WorkOS keeps shipping fine-grained identity primitives — for both humans and agents.
The cadence is steady and surgical: small, well-scoped releases across auth (user-scoped API keys, change-email API), authorization (FGA custom roles scoped to resource types, Groups API), admin operability (IT contacts, dashboard metadata editing), and directory enrichment. The recent MCP Auth resource-indicator support and a Node SDK feature-flags runtime client show the platform leaning toward agent/AI use cases and into developer tooling.
WorkOS is widening the identity surface in two directions at once. For humans, it's filling in long-tail B2B IAM gaps — granular API key scoping, self-serve email change, group-level org memberships, custom roles per resource. For agents, it's quietly building MCP Auth as a first-class control point. The two threads will meet at the application authorization layer, where the same FGA model can decide what a user or an agent is allowed to do.
Expect more MCP Auth surface area (token binding, scoped scopes, audit) and continued FGA depth — likely policy-language ergonomics or relationship-based filtering. Feature flags will likely gain server-side targeting and richer SDK coverage beyond Node.
Kubernetes 1.36 leans into AI/ML scheduling and control-plane scaling.
The 1.36 cycle is graduation-heavy, with PSI metrics, declarative validation, and volume group snapshots all promoted to GA. Alongside that, the project is making architectural moves around workload scheduling (a new PodGroup API), API-server safety (Mixed Version Proxy on by default), and very-large-cluster scaling (server-side sharded list and watch in alpha). Etcd 3.7 has hit beta in parallel.

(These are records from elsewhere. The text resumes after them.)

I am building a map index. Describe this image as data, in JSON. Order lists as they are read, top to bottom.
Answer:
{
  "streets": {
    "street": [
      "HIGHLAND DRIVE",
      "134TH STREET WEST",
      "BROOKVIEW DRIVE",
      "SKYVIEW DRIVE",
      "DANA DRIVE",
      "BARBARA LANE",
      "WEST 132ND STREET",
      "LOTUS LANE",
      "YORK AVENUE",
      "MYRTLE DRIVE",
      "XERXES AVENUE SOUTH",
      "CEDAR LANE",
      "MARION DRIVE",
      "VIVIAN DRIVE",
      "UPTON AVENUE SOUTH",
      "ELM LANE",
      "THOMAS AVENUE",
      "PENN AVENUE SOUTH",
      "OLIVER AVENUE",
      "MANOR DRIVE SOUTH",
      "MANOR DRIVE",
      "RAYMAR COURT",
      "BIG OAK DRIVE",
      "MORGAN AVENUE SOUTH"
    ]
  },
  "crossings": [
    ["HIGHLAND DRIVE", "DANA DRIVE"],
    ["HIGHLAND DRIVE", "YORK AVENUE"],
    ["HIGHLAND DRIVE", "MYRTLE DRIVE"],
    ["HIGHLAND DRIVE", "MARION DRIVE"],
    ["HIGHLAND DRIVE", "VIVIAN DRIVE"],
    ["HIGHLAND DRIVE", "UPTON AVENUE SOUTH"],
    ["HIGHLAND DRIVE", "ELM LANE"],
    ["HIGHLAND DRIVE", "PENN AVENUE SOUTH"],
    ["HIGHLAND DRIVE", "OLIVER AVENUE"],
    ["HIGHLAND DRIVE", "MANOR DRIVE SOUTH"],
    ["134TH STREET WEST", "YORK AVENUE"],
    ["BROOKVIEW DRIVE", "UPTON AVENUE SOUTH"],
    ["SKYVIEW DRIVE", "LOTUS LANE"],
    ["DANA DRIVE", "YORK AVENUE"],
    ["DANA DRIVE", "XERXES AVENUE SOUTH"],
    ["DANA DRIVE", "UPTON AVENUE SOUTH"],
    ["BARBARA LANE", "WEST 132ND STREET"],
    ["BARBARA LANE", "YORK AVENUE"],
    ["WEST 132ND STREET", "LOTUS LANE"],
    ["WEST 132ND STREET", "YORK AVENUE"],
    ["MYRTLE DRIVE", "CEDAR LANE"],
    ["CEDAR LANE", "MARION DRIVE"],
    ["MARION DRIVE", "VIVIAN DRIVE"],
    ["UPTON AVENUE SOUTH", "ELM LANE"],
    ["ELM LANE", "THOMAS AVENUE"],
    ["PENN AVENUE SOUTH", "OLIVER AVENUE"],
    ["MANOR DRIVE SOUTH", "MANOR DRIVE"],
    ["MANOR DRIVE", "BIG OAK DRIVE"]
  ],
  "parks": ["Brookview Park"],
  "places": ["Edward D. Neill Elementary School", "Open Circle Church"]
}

Kubernetes is repositioning the control plane for two pressures at once: AI/ML batch workloads, where gang scheduling and DRA are becoming first-class concerns, and very-large clusters, where the control plane itself needs to shard. The pattern across this cycle is consolidation — old experimental scaffolding is reaching GA or being removed (ExternalIPs), while new APIs land with explicit separation of static template from runtime state. Less feature sprawl, more API hygiene.
Expect 1.37 to push server-side sharded watch toward beta and to keep extending DRA's reach into native resources like memory and networking. Workload-aware scheduling will likely accumulate scheduler-plugin-level coordination patterns next, with downstream batch frameworks starting to converge on the PodGroup shape.